Berlioz’s Symphonie Fantastique, Final Movement, and Frans Franken’s “The Witches Sabbath”

Repeat three times a six note rush upwards from the depths of hell in the cellos and basses. Repeat three times church bells descending on octave. Repeat three times the “Dies Irae” (Day of Wrath) sacred chant. First time played by the sacrilegious tubas in slower, steady notes. Third time outrageously fast in the dancing, mocking woodwinds. On the left side of Franken’s painting, a beautiful woman looms larger than anyone else. Like Berlioz’s beloved, his idee fixe, she is about to be transformed. She might become the naked woman to her a left who signs a document with a demon at her side.
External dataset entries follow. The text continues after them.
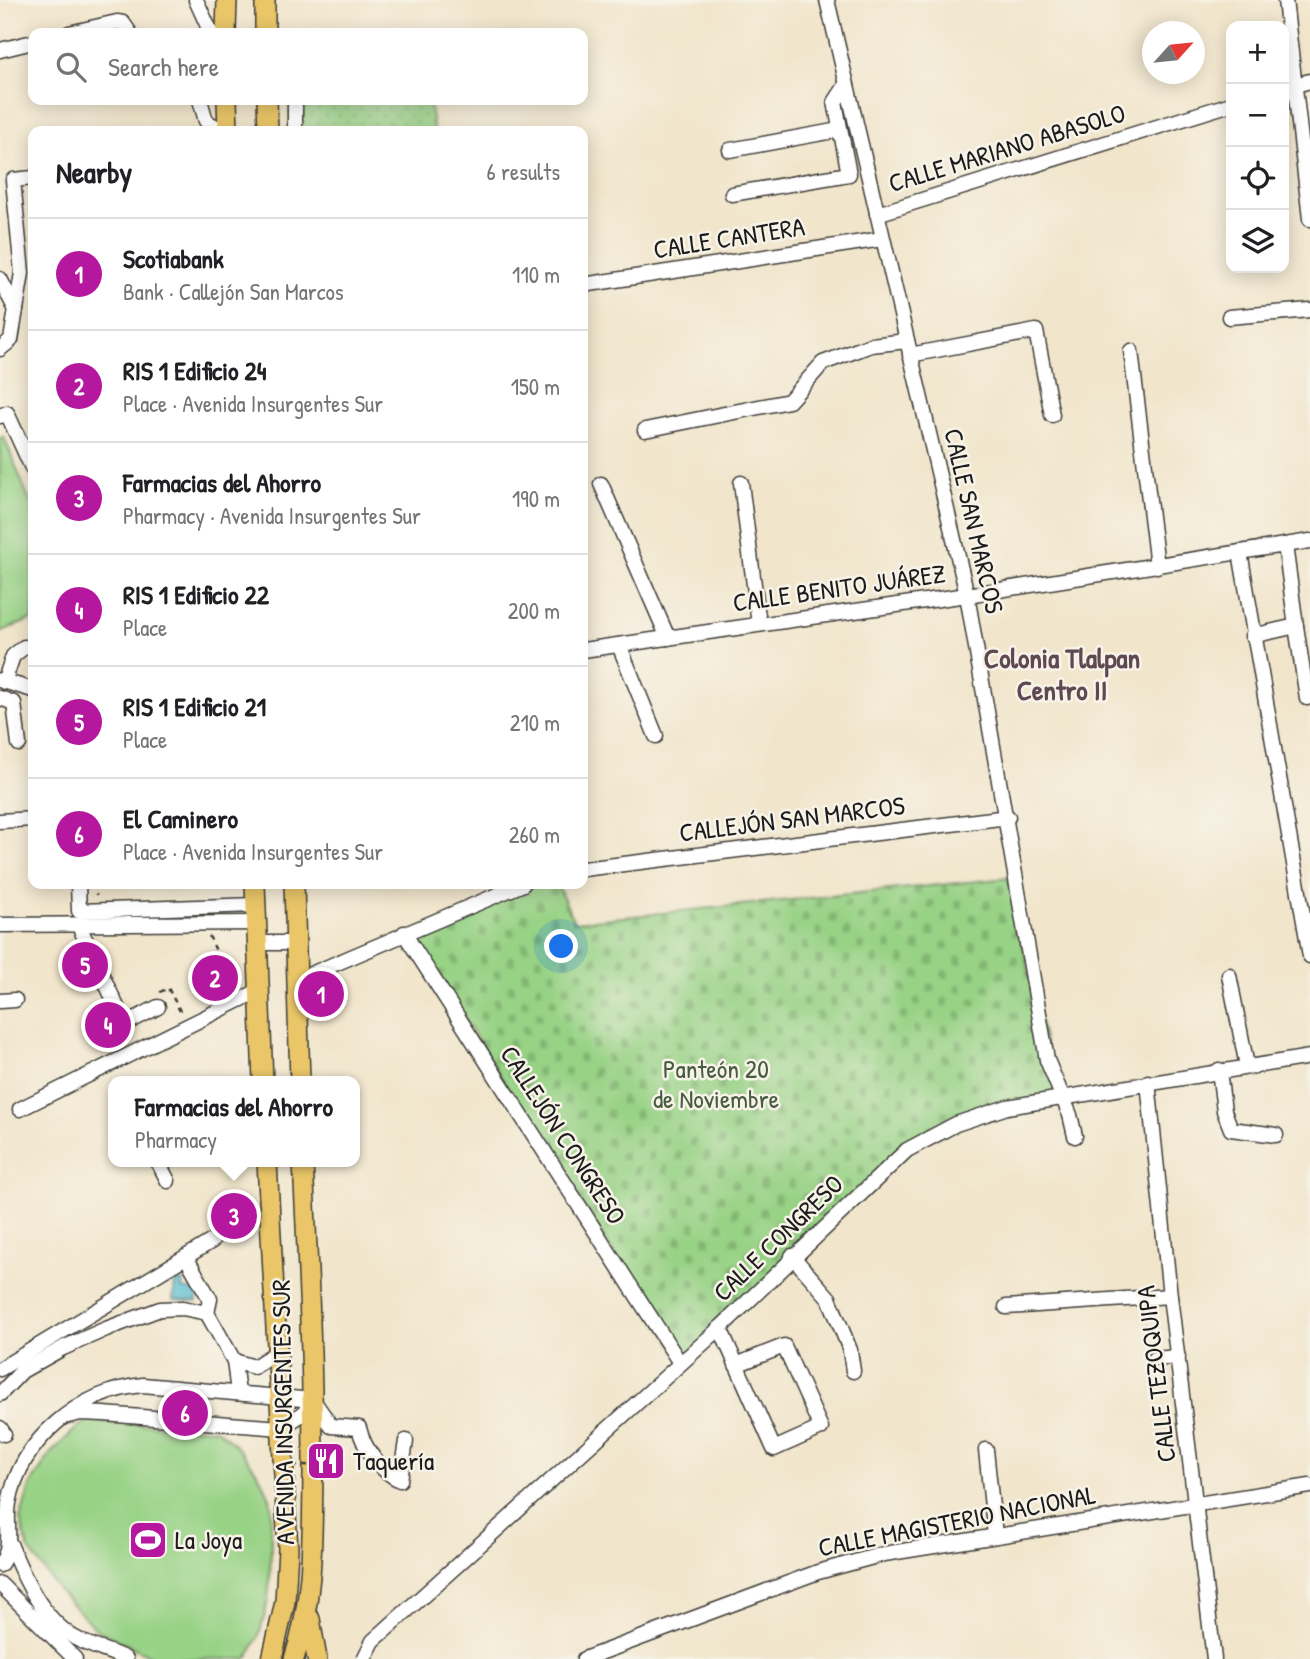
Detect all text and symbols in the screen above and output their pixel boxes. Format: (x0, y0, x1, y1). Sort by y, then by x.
north arrow (1142, 21, 1205, 84)
map controls (1226, 21, 1289, 273)
button: + (1226, 21, 1289, 84)
search box (28, 28, 588, 105)
icon: search (52, 48, 90, 86)
text: Search here (108, 49, 219, 84)
button: − (1226, 84, 1289, 147)
street label: CALLE MARIANO ABASOLO (884, 95, 1130, 200)
button: locate (1226, 147, 1289, 210)
text: Nearby (56, 152, 132, 192)
text: 6 results (487, 156, 560, 187)
street label: CALLE CANTERA (651, 208, 807, 267)
button: layers (1226, 210, 1289, 273)
text: Scotiabank (123, 241, 224, 276)
text: 1 (75, 259, 83, 290)
text: 110 m (512, 259, 560, 290)
text: Bank · Callejón San Marcos (123, 276, 344, 307)
text: RIS 1 Edificio 24 (123, 353, 266, 388)
text: 2 (74, 371, 84, 402)
text: 150 m (511, 371, 560, 402)
text: Place · Avenida Insurgentes Sur (123, 388, 383, 419)
street label: CALLE SAN MARCOS (936, 425, 1013, 617)
text: Farmacias del Ahorro (123, 465, 321, 500)
text: 3 (74, 483, 84, 514)
text: 190 m (512, 483, 560, 514)
text: Pharmacy · Avenida Insurgentes Sur (123, 500, 421, 531)
street label: CALLE BENITO JUÁREZ (731, 555, 947, 620)
text: RIS 1 Edificio 22 (123, 577, 269, 612)
text: 4 (75, 595, 83, 626)
text: 200 m (508, 595, 560, 626)
text: Place (123, 612, 167, 643)
district label: Colonia Tlalpan Centro II (984, 639, 1140, 709)
text: RIS 1 Edificio 21 (123, 689, 266, 724)
text: 5 (74, 707, 84, 738)
text: 210 m (510, 707, 560, 738)
text: Place (123, 724, 167, 755)
street label: CALLEJÓN SAN MARCOS (677, 787, 907, 850)
text: El Caminero (123, 801, 238, 836)
text: 6 (74, 819, 84, 850)
text: 260 m (509, 819, 560, 850)
text: Place · Avenida Insurgentes Sur (123, 836, 383, 867)
your location (544, 929, 578, 963)
pin: 5 (62, 939, 108, 991)
pin: 2 (192, 952, 238, 1004)
pin: 1 (298, 968, 344, 1020)
pin: 4 (85, 999, 131, 1051)
street label: CALLEJÓN CONGRESO (493, 1039, 634, 1231)
park label: Panteón 20 de Noviembre (653, 1051, 779, 1116)
popup (108, 1076, 360, 1167)
text: Farmacias del Ahorro (135, 1089, 333, 1124)
text: Pharmacy (135, 1124, 217, 1155)
street label: CALLE CONGRESO (705, 1167, 850, 1309)
pin: 3 (211, 1190, 257, 1242)
street label: AVENIDA INSURGENTES SUR (263, 1279, 302, 1545)
street label: CALLE TEZOQUIPA (1127, 1283, 1184, 1464)
pin: 6 (162, 1387, 208, 1439)
restaurant icon: Taquería (305, 1440, 347, 1482)
place label: Taquería (353, 1443, 434, 1478)
street label: CALLE MAGISTERIO NACIONAL (815, 1476, 1099, 1565)
sports icon: La Joya (127, 1519, 169, 1561)
place label: La Joya (175, 1522, 242, 1557)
Or that white ghostly apparition of a witch way up high in the sky on a broomstick playing Berlioz’s idee fixe, on a mocking, squeaky, e flat clarinet accompanied by farting, snorting bassoons. She might join in the dance with the two naked witches behind her when Berlioz’s round dance for witches begins, its wild dark energy fugue in 6/8 time punctuated by orchestral explosions. Just 3 years after Beethoven’s death, Berlioz has imagined his own death, too. (A bad opium trip? The Romantic imagination?) I imagine that’s his skull on the lower right-hand side beneath four woman turning witches saying spells. Maybe the beloved becomes one of them, or maybe she is transformed into the naked woman hovering behind them wearing an animal mask while swinging a long scythe. Love or woman or witch can stop time or chop off anyone’s head. Demons everywhere in the painting scoff and taunt in delight as Berlioz’s staccato strings descend chromatically in triple pianissimo cackles of laughter.

*The references to Berlioz’s innovative musical orchestrations, which Bernstein called “a psychedelic trip,” are not always in strict chronological order as they appear in the final movement of Berlioz’s Symphonie Fantastique.  

Performance of final movement of Berlioz’s Symphonie Fantastique. Bernstein is the conductor.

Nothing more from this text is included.